* **The problem**: Output the entries underneath exactly as they are.

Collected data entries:
══════════
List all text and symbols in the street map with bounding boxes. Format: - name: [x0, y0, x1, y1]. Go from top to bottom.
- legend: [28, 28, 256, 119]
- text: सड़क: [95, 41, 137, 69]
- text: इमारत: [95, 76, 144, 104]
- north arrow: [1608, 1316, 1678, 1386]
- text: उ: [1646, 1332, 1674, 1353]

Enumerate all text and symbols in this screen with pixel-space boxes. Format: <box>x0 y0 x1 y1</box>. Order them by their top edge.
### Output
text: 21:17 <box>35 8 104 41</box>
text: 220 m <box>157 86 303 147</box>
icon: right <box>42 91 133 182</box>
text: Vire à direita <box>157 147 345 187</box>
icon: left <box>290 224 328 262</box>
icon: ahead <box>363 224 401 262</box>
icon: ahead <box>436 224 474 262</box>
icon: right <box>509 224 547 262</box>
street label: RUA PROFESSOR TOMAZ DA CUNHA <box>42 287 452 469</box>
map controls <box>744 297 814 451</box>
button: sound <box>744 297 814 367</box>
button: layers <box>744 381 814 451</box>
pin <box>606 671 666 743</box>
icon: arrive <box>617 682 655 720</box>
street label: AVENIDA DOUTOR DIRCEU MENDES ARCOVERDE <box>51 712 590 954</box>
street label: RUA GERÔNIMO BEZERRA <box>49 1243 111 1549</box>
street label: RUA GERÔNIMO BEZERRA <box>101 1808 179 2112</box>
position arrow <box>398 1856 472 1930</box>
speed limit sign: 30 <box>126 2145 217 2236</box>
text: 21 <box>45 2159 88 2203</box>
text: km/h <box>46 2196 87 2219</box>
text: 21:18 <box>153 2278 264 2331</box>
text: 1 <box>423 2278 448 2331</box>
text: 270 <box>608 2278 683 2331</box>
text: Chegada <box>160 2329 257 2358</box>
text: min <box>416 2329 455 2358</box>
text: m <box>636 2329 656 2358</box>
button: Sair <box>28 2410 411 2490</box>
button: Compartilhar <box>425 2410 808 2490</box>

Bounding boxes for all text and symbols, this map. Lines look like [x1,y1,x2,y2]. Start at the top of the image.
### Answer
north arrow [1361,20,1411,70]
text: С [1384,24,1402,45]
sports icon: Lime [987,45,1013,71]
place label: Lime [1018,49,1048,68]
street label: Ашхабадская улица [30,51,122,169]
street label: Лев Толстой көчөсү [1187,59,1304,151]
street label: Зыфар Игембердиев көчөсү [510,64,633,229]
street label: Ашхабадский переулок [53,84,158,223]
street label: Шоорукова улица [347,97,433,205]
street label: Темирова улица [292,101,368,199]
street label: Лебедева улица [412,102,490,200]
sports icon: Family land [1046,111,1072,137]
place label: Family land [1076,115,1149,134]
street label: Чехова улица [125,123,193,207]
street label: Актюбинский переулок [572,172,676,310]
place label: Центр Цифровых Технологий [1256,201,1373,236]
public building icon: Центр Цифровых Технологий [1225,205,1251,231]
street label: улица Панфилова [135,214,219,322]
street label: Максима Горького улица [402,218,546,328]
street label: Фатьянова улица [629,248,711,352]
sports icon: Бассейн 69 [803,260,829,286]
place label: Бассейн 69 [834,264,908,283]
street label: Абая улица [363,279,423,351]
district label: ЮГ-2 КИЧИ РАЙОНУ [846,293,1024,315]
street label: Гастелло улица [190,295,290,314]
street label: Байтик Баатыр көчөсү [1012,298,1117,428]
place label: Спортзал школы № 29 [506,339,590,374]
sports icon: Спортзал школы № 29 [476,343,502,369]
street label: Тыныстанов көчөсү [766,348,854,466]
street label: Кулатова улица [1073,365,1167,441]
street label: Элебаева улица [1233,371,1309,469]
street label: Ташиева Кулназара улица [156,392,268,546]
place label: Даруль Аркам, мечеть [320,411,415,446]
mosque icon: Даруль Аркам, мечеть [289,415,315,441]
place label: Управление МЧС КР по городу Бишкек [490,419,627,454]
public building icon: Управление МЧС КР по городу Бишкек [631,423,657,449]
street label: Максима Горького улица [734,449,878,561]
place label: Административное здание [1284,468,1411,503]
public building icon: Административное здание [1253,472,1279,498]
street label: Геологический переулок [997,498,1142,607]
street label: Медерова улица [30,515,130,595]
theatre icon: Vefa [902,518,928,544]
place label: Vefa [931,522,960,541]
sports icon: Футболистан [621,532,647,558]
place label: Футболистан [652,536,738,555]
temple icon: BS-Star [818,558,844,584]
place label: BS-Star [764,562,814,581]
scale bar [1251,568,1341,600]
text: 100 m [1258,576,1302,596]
══════════
* **Your solution**:
List all text and symbols in the street map with bounding boxes. Format: - name: [x0, y0, x1, y1]. Go from top to bottom.
- legend: [28, 28, 256, 119]
- text: सड़क: [95, 41, 137, 69]
- text: इमारत: [95, 76, 144, 104]
- north arrow: [1608, 1316, 1678, 1386]
- text: उ: [1646, 1332, 1674, 1353]

Enumerate all text and symbols in this screen with pixel-space boxes. Format: <box>x0 y0 x1 y1</box>. Order them by their top edge.
### Output
text: 21:17 <box>35 8 104 41</box>
text: 220 m <box>157 86 303 147</box>
icon: right <box>42 91 133 182</box>
text: Vire à direita <box>157 147 345 187</box>
icon: left <box>290 224 328 262</box>
icon: ahead <box>363 224 401 262</box>
icon: ahead <box>436 224 474 262</box>
icon: right <box>509 224 547 262</box>
street label: RUA PROFESSOR TOMAZ DA CUNHA <box>42 287 452 469</box>
map controls <box>744 297 814 451</box>
button: sound <box>744 297 814 367</box>
button: layers <box>744 381 814 451</box>
pin <box>606 671 666 743</box>
icon: arrive <box>617 682 655 720</box>
street label: AVENIDA DOUTOR DIRCEU MENDES ARCOVERDE <box>51 712 590 954</box>
street label: RUA GERÔNIMO BEZERRA <box>49 1243 111 1549</box>
street label: RUA GERÔNIMO BEZERRA <box>101 1808 179 2112</box>
position arrow <box>398 1856 472 1930</box>
speed limit sign: 30 <box>126 2145 217 2236</box>
text: 21 <box>45 2159 88 2203</box>
text: km/h <box>46 2196 87 2219</box>
text: 21:18 <box>153 2278 264 2331</box>
text: 1 <box>423 2278 448 2331</box>
text: 270 <box>608 2278 683 2331</box>
text: Chegada <box>160 2329 257 2358</box>
text: min <box>416 2329 455 2358</box>
text: m <box>636 2329 656 2358</box>
button: Sair <box>28 2410 411 2490</box>
button: Compartilhar <box>425 2410 808 2490</box>

Bounding boxes for all text and symbols, this map. Lines look like [x1,y1,x2,y2]. Start at the top of the image.
### Answer
north arrow [1361,20,1411,70]
text: С [1384,24,1402,45]
sports icon: Lime [987,45,1013,71]
place label: Lime [1018,49,1048,68]
street label: Ашхабадская улица [30,51,122,169]
street label: Лев Толстой көчөсү [1187,59,1304,151]
street label: Зыфар Игембердиев көчөсү [510,64,633,229]
street label: Ашхабадский переулок [53,84,158,223]
street label: Шоорукова улица [347,97,433,205]
street label: Темирова улица [292,101,368,199]
street label: Лебедева улица [412,102,490,200]
sports icon: Family land [1046,111,1072,137]
place label: Family land [1076,115,1149,134]
street label: Чехова улица [125,123,193,207]
street label: Актюбинский переулок [572,172,676,310]
place label: Центр Цифровых Технологий [1256,201,1373,236]
public building icon: Центр Цифровых Технологий [1225,205,1251,231]
street label: улица Панфилова [135,214,219,322]
street label: Максима Горького улица [402,218,546,328]
street label: Фатьянова улица [629,248,711,352]
sports icon: Бассейн 69 [803,260,829,286]
place label: Бассейн 69 [834,264,908,283]
street label: Абая улица [363,279,423,351]
district label: ЮГ-2 КИЧИ РАЙОНУ [846,293,1024,315]
street label: Гастелло улица [190,295,290,314]
street label: Байтик Баатыр көчөсү [1012,298,1117,428]
place label: Спортзал школы № 29 [506,339,590,374]
sports icon: Спортзал школы № 29 [476,343,502,369]
street label: Тыныстанов көчөсү [766,348,854,466]
street label: Кулатова улица [1073,365,1167,441]
street label: Элебаева улица [1233,371,1309,469]
street label: Ташиева Кулназара улица [156,392,268,546]
place label: Даруль Аркам, мечеть [320,411,415,446]
mosque icon: Даруль Аркам, мечеть [289,415,315,441]
place label: Управление МЧС КР по городу Бишкек [490,419,627,454]
public building icon: Управление МЧС КР по городу Бишкек [631,423,657,449]
street label: Максима Горького улица [734,449,878,561]
place label: Административное здание [1284,468,1411,503]
public building icon: Административное здание [1253,472,1279,498]
street label: Геологический переулок [997,498,1142,607]
street label: Медерова улица [30,515,130,595]
theatre icon: Vefa [902,518,928,544]
place label: Vefa [931,522,960,541]
sports icon: Футболистан [621,532,647,558]
place label: Футболистан [652,536,738,555]
temple icon: BS-Star [818,558,844,584]
place label: BS-Star [764,562,814,581]
scale bar [1251,568,1341,600]
text: 100 m [1258,576,1302,596]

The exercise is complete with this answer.